Review by Brad Walseth
To be honest, avant garde jazz can sometimes leave me cold, but at it's best, there is something in the freedom and energy that perhaps comes closest to making the music into a true form of art - one that reflects "Life" in all it's tangled beauty of pain and joy. This remixed reissue from Delmark is an absolute trip, and a strong case for what free form avant garde jazz can offer. While certainly not for the faint of heart, "As If It Were The Seasons" is a treat for those inclined for adventure and spirituality in their listening.

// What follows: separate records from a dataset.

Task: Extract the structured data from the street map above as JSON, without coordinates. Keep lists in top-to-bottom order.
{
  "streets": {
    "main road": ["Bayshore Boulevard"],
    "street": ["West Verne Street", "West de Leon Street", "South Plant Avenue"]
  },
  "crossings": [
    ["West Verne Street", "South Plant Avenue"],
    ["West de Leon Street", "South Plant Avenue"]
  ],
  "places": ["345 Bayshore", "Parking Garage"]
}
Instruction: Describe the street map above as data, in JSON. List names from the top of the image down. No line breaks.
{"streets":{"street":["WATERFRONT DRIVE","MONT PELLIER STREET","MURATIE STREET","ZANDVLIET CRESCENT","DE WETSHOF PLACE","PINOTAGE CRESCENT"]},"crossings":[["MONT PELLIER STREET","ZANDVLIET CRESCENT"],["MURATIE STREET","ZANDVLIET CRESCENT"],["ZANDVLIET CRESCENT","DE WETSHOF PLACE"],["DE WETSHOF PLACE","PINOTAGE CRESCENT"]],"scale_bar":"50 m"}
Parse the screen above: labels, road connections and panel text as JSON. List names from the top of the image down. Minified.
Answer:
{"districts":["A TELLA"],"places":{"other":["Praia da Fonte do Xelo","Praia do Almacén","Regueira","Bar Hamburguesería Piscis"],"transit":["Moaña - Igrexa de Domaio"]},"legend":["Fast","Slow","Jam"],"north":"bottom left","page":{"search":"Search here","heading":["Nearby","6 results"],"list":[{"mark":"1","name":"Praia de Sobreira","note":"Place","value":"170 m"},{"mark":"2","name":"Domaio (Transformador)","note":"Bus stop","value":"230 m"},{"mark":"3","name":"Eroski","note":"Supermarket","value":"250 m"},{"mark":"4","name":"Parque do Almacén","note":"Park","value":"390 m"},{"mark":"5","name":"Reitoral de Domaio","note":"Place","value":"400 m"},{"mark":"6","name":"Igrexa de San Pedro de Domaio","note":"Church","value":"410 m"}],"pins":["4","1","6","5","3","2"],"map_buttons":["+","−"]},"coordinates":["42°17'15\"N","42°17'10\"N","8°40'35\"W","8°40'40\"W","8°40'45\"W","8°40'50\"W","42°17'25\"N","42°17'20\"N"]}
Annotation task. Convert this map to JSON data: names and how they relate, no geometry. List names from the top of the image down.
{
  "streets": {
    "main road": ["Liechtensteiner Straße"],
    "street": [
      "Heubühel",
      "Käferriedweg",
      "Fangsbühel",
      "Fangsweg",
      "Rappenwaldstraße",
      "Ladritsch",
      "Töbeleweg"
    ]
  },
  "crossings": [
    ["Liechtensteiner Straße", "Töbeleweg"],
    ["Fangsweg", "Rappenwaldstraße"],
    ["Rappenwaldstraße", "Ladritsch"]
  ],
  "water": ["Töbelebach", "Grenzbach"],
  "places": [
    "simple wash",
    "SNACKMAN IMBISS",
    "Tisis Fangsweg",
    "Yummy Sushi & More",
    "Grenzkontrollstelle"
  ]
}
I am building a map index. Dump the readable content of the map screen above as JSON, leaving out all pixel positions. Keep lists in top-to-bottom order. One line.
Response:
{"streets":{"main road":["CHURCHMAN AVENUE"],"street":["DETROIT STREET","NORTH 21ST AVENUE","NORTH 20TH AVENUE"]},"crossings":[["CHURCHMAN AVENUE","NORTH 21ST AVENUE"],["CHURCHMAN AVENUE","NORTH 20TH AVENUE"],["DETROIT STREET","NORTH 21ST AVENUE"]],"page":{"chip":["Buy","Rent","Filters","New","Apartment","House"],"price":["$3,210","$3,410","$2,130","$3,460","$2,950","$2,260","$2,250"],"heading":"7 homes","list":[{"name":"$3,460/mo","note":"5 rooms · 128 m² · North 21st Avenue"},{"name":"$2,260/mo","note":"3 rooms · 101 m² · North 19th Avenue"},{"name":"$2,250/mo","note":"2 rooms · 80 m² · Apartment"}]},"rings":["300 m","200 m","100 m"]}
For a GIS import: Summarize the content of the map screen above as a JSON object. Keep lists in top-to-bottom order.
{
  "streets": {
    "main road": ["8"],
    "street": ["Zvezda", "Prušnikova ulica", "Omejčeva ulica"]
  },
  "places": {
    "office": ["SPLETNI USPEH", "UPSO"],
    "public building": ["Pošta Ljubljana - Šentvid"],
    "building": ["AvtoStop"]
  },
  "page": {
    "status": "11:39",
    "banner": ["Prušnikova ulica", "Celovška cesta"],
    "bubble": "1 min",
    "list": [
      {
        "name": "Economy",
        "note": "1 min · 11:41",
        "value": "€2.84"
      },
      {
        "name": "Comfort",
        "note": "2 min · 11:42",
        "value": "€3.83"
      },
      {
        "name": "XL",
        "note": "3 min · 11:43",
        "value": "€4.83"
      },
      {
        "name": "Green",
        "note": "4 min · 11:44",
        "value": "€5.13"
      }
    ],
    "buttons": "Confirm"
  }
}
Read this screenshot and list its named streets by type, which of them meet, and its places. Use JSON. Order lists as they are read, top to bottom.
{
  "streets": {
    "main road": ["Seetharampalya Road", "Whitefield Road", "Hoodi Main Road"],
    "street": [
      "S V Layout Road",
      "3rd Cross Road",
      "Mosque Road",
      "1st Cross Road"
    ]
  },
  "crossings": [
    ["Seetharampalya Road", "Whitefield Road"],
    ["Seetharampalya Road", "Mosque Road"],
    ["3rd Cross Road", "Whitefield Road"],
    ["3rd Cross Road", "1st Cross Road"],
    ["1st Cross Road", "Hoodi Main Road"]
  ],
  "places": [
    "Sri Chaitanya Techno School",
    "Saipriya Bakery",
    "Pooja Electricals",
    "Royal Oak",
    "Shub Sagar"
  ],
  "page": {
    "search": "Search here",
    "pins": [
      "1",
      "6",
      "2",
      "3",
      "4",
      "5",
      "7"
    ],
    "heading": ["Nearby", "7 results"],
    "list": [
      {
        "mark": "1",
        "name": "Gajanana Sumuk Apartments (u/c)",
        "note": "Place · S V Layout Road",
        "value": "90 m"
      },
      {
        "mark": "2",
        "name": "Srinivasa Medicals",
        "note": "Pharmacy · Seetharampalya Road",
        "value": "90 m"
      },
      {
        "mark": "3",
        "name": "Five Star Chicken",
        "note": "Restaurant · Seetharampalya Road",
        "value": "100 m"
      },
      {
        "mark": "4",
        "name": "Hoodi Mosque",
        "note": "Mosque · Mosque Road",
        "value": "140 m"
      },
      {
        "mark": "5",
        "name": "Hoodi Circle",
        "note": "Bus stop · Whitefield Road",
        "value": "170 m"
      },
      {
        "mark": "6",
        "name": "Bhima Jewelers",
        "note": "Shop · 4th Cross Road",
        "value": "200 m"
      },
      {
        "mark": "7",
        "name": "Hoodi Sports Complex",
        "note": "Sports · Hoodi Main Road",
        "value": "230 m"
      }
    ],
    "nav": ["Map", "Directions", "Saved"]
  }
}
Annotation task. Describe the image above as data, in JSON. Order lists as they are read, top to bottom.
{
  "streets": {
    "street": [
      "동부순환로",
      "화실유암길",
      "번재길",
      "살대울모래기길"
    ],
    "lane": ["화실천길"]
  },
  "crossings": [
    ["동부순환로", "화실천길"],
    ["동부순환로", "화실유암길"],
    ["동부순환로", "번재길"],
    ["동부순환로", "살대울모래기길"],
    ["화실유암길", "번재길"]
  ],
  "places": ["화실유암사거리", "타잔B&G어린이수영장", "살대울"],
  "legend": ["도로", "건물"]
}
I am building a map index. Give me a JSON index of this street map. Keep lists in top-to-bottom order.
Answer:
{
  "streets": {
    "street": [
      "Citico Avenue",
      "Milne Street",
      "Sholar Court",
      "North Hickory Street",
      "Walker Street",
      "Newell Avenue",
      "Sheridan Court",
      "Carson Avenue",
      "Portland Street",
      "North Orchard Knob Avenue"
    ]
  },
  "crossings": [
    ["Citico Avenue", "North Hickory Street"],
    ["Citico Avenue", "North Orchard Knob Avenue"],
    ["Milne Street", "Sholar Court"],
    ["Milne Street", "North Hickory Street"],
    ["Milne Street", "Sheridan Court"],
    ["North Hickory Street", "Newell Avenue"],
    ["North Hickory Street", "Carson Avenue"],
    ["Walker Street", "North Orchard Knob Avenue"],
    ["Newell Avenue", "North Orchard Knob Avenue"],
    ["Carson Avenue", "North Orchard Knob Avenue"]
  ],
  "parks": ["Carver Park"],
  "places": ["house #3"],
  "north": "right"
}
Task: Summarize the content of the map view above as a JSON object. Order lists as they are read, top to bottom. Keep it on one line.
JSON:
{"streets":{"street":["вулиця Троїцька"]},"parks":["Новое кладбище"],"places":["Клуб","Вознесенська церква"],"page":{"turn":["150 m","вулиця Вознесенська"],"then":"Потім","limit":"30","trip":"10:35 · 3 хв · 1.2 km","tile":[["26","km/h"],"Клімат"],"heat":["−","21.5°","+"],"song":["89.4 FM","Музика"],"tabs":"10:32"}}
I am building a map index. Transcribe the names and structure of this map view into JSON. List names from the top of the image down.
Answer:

Originally recorded in 1968, just before Jarman joined the Art Ensemble of Chicago, this album features the artist (and co-founder of the AACM) on an assortment of reeds: alto and soprano sax, bassoon, fife and recorder. He is joined by the criminally underappreciated rhythm section of Charles Clark on bass and cello koto, and drummer/percussionist Thurman Barker, along with dazzling singer Sherri Scott. The two-part first piece - "As If It Were the Seasons and Song to Make The Sun Come Up," starts off with fairly subdued improvised interplay between the musicians before Scott enters at about the 13 minute mark. The bowed strings, frantic reeds, and assortment of gongs, chimes, blocks, and other sounds set the moody atmosphere, before things pick up 15 minutes into this nearly 24 minute composition. Here Clark and Barker collide like two freight trains, while Scott and Jarman thrust and pierce the upper registers. This is heady and exciting stuff even today - I can hardly imagine what the audiences of 1968 thought upon hearing this.
Jarman's collaborator, the pianist Christopher Gaddy, had died leaving a few bars of music from an unfinished composition - from which Jarman fashioned the second and final piece - "Song for Christopher." On this number, Jarman, Clark, Barker and Scott are joined by six additional musicians in a blowing session of fierce intensity. Pianist Muhal Richard Abrams, tenor saxophonists Fred Anderson and John Stubblefield, along with Joel Brandon on flute, John Jackson on trumpet and Lester Lashley on trombone help create a sound collage that teeters nearly over the edge into insane cacaphony, while retaining the mantle of "Music." While alternating sections of severity with moments of melodic beauty, the song serves in effect as a catharsis for the loss of a loved one. Like a New Orleans funeral march without the trappings of European tonality, this is pure raw emotion - in essence the sound of Grief - mixed with joy as in remembrance, hope for a spiritual voyage, along with despair, sadness and anger at the loss (and indeed at the Afro-American experience itself). Drummer Barker is dynamite, the horns shriek and wail, and Abrams invokes awe with his waves of powerful piano lines. Meanwhile, the remixed sound quality captures the nuances of a group of individuals communicating with each other and holding nothing back. Mind-blowing and worth the trip if you can handle it.